Jason
Chumono
I always like to think of bonsai as living sculpture. The fact that it's never finished can seem kind of romantic but it's transience can also be really really frustrating.
Case and point. Here's my morning: I'm running kind of late for work and I'm in sort of a hurry but I scan some of my trees on my deck on the way out. To my surprise I find that my Hemlock (collected about 7 years ago and in training for a about 3-4years) no longer has an apex. After questioning my two kindergarteners (twin girls) one of them confesses she broke it off yesterday by smacking it with the bottom of a hummingbird feeder (?) because "it looked kinda dead". Trying not to flip out on the kid I'm on the way out a different door when their new kitten flys through the air and lands smack on top of my 4 ft tall jade plant/bonsai and snaps the top off! What the hell?

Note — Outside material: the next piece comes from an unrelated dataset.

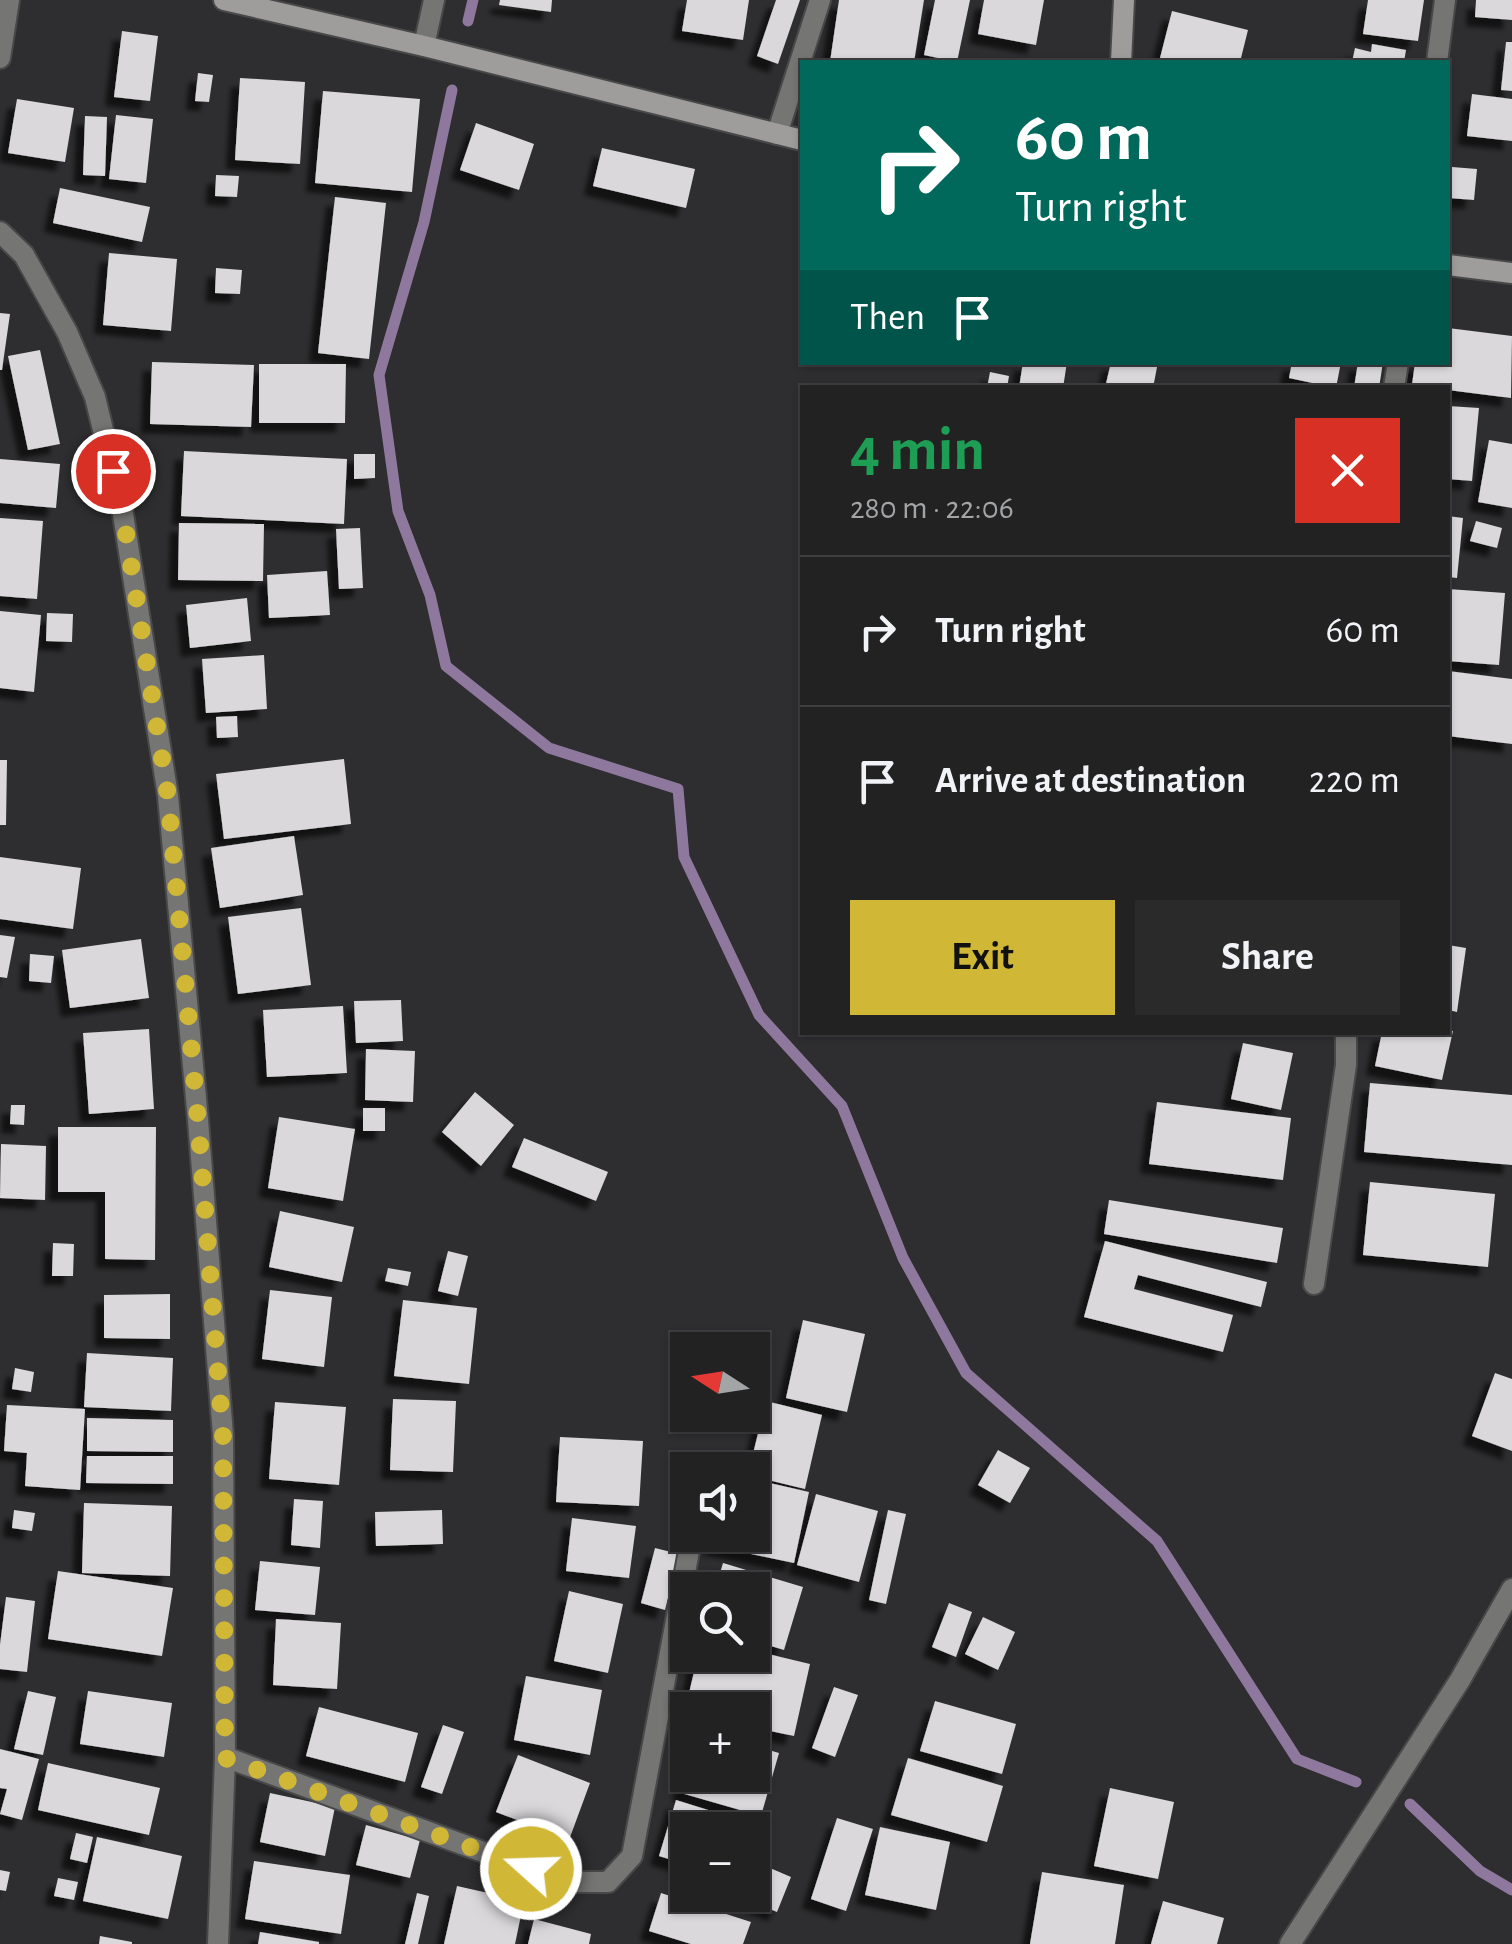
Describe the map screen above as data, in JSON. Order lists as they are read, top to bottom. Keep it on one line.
{"north":"left","page":{"turn":["60 m","Turn right"],"then":"Then","heading":["4 min","280 m · 22:06"],"list":[{"name":"Turn right","value":"60 m"},{"name":"Arrive at destination","value":"220 m"}],"buttons":["Exit","Share"],"map_buttons":["+","−"]}}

Tomorrow I'll spend my day trying to wire up a new apex(on the hemlock). Then I'll wait another 4 years for it to grow
One step forward, two steps back?
Case and point. Here's my morning: I'm running kind of late for work and I'm in sort of a hurry but I scan some of my trees on my deck on the way out. To my surprise I find that my Hemlock (collected about 7 years ago and in training for a about 3-4years) no longer has an apex. After questioning my two kindergarteners (twin girls) one of them confesses she broke it off yesterday by smacking it with the bottom of a hummingbird feeder (?) because "it looked kinda dead". Trying not to flip out on the kid I'm on the way out a different door when their new kitten flys through the air and lands smack on top of my 4 ft tall jade plant/bonsai and snaps the top off! What the hell?
One step forward, two steps back?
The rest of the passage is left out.